Part 3 - The Aftermath

Holes were punched in the upstairs hallway wall.  I made the mistake of letting people wear shoes inside... aka, the living room carpet was disgusting.  An end table laid in pieces on the floor.  Every towel in the house had been used by people who went in the pool.  Every towel, that's like 100 towels (we had a lot of towels).  Most of said towels littered around the yard.  Bottles, cans, everything, just everywhere.
Essentially... the house was trashed.  Dad would be home in three days.  It was time to get to work.
I loaded all the glasses in the dishwasher.  Once it was full, a very hungover girl came in and washed the rest by hand.  Loved her.  Friends scoured the yards, collecting trash, bottles, the shovel my supervisor used to chase the bottle thrower, and the towels. A friend who worked at a hardware store got me discounted supplies to fix the holes in the drywall, then proceeded to fix them for me.
I had spent nearly 30 straight hours cleaning the house, then had to work for 6.  While I was at work, some friends went to the house and scrubbed the kitchen and dining room floors.  I have great friends.
The next day I called in professional carpet cleaners, who said they were available to come in that afternoon... thank god.  Dad would be home the next day - the end of the cleaning process was in sight, and I knew I would be able to finish before he got home.
As the carpet cleaners cleaned, I was out sorting the hundreds of bottles and cans that we had collected.  THAT'S WHEN DAD CAME HOME A FULL FUCKING DAY EARLY.

Part 4 - Dad comes home early

The house still wasn't fully cleaned... there was really no hiding what had happened.  For God's sake, there were HIRED CARPET CLEANERS IN THE LIVING ROOM.  Once they left, and I shelled out the money to pay them, dad yelled for like 45 minutes then declared he was taking a nap.
Well fuck him I thought.  I spent nearly 200 dollars on the aftermath of this party.  The house was actually pretty SPOTLESS.  It was CLEANER than it was when he left for New York.  LIKE FUCKING HELL I'M OUT TWO HUNDRED DOLLARS!  I did what any spoiled, over-entitled sixteen-year-old would do.

Part 5 - That time I stole $200 from my father because I was a spoiled brat who always got my own way.

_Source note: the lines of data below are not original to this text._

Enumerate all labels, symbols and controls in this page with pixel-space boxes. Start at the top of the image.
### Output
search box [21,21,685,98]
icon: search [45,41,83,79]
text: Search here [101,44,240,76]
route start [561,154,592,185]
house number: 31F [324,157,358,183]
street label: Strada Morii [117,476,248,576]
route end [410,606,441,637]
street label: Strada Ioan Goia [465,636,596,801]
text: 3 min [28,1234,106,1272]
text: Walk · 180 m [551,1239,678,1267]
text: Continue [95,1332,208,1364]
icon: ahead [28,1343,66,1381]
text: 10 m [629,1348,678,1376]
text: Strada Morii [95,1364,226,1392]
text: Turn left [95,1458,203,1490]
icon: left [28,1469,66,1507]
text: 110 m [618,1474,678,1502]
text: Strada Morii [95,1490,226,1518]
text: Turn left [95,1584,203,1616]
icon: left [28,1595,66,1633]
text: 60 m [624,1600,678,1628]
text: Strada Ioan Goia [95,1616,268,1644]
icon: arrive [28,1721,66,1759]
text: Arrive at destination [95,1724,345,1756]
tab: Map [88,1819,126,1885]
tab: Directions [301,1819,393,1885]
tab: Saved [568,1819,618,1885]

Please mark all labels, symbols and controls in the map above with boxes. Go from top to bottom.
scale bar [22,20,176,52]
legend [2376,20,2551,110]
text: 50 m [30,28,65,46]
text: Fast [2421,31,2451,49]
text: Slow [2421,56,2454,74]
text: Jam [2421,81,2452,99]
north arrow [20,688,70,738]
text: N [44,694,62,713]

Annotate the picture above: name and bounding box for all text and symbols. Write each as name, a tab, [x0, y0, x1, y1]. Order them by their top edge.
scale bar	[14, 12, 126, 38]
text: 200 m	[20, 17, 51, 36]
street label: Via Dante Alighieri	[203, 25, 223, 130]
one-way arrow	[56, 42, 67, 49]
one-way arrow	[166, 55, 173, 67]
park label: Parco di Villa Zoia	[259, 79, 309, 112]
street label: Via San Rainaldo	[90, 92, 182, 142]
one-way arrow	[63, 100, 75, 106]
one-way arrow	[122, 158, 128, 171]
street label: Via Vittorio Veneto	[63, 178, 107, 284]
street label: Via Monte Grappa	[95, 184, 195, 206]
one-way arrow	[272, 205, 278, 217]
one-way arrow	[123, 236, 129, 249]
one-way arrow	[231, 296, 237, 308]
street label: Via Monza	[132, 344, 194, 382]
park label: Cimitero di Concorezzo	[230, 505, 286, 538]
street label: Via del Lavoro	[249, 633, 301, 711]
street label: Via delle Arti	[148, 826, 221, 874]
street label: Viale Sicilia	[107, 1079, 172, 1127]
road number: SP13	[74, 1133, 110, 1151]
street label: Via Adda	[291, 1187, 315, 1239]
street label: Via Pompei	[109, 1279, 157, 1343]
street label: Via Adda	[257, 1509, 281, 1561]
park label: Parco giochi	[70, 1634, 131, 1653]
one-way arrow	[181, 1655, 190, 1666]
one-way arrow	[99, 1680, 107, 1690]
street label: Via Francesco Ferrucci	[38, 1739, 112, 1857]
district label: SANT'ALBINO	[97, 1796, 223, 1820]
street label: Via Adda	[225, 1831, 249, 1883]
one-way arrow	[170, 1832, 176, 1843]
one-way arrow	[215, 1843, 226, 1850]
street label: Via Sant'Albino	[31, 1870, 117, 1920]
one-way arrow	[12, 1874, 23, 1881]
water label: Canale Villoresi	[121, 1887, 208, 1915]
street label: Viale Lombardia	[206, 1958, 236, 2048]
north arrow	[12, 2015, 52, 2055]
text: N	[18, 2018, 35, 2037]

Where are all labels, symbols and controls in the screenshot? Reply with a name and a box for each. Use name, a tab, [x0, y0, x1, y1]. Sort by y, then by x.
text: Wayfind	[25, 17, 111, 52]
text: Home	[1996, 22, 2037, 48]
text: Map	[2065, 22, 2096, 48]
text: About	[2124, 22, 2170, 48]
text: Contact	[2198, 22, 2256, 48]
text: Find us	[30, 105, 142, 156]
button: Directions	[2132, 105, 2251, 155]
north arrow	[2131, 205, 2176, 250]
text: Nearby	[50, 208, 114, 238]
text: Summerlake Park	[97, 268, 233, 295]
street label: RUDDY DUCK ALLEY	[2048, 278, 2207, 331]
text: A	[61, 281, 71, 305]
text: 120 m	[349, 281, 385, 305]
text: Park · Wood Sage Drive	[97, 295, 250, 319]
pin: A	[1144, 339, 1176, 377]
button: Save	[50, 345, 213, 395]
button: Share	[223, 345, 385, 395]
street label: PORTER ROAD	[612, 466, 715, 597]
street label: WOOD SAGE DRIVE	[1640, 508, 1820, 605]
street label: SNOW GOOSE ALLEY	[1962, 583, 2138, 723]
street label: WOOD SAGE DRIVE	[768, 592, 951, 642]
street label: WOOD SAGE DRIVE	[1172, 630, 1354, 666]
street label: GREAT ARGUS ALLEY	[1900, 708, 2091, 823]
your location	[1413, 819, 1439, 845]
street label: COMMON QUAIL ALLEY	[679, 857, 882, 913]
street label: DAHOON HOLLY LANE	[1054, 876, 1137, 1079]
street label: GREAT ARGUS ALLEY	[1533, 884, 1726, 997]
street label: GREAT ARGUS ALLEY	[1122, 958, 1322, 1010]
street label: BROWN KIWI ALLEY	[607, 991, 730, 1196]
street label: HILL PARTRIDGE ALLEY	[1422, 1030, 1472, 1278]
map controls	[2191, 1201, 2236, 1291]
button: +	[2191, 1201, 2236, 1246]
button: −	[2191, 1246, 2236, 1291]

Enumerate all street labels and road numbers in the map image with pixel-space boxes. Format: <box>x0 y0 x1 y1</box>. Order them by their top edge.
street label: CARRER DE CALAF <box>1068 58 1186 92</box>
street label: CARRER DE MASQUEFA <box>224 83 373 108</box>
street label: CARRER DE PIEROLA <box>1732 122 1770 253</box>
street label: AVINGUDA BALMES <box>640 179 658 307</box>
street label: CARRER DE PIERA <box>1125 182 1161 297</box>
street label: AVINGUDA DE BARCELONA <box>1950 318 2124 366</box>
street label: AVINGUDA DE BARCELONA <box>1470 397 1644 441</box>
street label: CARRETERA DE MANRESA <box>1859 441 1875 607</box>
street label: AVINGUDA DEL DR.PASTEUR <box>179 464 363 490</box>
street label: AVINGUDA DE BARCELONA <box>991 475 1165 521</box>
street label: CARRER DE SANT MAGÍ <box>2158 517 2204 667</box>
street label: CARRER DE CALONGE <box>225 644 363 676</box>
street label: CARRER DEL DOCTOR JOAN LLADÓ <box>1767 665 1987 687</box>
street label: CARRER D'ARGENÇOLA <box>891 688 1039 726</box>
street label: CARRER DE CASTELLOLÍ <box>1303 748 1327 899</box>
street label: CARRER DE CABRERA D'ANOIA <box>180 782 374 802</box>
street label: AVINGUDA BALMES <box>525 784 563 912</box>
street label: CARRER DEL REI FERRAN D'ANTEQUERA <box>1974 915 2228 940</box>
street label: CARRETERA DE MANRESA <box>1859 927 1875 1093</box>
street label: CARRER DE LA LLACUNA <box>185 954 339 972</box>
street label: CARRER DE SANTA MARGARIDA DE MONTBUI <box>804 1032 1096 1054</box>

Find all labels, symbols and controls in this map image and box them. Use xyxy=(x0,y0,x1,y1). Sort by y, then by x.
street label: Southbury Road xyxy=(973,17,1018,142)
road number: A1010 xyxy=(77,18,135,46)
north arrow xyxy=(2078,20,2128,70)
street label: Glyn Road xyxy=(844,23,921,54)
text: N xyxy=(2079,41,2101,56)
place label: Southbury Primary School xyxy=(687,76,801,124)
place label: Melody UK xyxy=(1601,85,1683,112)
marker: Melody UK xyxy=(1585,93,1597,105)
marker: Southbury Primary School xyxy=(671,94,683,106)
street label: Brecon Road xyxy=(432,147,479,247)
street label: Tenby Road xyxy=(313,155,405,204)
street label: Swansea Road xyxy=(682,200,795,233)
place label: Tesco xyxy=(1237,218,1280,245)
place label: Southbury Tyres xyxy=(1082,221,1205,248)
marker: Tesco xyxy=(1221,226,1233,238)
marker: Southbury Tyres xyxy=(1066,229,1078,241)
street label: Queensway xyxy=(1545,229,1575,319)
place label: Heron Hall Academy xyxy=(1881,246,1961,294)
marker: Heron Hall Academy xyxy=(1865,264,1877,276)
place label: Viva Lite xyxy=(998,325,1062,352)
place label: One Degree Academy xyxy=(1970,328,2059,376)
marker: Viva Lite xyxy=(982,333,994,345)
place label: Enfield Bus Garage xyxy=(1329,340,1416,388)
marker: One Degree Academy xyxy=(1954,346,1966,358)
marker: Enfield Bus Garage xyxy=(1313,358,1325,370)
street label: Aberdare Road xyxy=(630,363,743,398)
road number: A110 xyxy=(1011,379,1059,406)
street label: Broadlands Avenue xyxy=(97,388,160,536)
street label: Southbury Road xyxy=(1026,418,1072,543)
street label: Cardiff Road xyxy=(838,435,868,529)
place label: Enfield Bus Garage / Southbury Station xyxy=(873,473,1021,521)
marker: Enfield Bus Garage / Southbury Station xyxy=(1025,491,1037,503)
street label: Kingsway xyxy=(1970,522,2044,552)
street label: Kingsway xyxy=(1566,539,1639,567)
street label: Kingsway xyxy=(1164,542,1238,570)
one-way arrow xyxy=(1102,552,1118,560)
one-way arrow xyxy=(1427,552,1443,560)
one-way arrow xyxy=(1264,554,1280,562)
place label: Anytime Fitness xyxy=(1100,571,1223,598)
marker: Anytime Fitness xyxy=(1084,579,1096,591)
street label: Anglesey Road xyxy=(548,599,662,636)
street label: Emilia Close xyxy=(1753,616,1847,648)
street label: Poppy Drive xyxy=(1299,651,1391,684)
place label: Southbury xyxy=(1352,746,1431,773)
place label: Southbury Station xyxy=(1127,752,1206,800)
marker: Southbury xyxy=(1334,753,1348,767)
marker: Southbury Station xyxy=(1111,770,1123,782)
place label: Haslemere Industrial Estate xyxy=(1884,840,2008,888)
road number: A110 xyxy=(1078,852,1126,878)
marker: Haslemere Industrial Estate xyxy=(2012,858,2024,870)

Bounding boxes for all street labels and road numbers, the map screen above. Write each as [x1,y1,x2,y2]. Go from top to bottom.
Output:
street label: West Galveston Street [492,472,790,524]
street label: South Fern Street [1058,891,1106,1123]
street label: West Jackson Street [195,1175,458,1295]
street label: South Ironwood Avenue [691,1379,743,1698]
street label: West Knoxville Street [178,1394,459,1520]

I'm not really proud of what I did here.  It was three years ago, so... whatever.  I'll tell ya.  He still doesn't know about this.
He took a nap because yelling apparently tired him out.  I was enraged - I was the one who should be tired, I just threw the biggest party anyone has ever been to, cleaned NON STOP, and on top of everything, WORKED!  I deserve reimbursement for my hardships.  
My friend who helped me fix the walls came over.  Dad was deep in his slumber.  My plan was set in motion.  I went into his room.  Opened his wallet.  Took out his debit card.  He woke up. 
"What are you doing!" he growled.
"Uhh... nothing," was my brilliant response.
*incoherent babbling from a sleepy Mark Power*
He went back to sleep.
I took the card into Bridgewater with my friend.  Withdrew the $200 I felt entitled to.  Bought my friend and I supper with the card.  Then went home, and put the card back in his wallet.
Vindication.

The next day, I had to work.  I looked out the drive-thru window to see my father storming into the store looking like he's going to kill someone.
He asks the manager to speak to me... I go up to the counter.
"DID YOU TAKE MY DEBIT CARD!?!?!"
"Um, no?  Why would I take your debit card?"
"WELL IT'S NOT IN MY WALLET, SOMEONE MUST HAVE STOLEN IT AT YOUR PARTY"
At this point, I strongly resisted the urge to call him a fucking idiot and point out that he had his wallet IN NEW YORK WITH HIM, HOW WOULD ANYONE STEAL IT?  But I bit my tongue and instead...
"Well... did you even use it in New York?  Maybe you put it in a different pocket by accident?"
"Oh... one second."

He looks on the other side of his wallet.  I had put it on the wrong side by mistake.  Before I could say anything, he goes: "oh, here it is.  I must have put it here while I was travelling, and then forgot!"

Beautiful.

ANYWAY!  If you read this, that's the story of the biggest party I've ever been to, and it was at my own house.  I never throw a party that big again, and a word of caution for anyone thinking of throwing the "party of the year" ... don't do it.  Just don't.

Tuesday, January 22, 2013

why winter sucks and why you can't convince me otherwise

In case you haven't noticed, it's fucking cold outside.  Like, REALLY cold.  I almost started crying walking out to my car because that's how cold it was... the only thing that stopped me was the fear that my tears would instantly freeze, causing my eyes to freeze shut.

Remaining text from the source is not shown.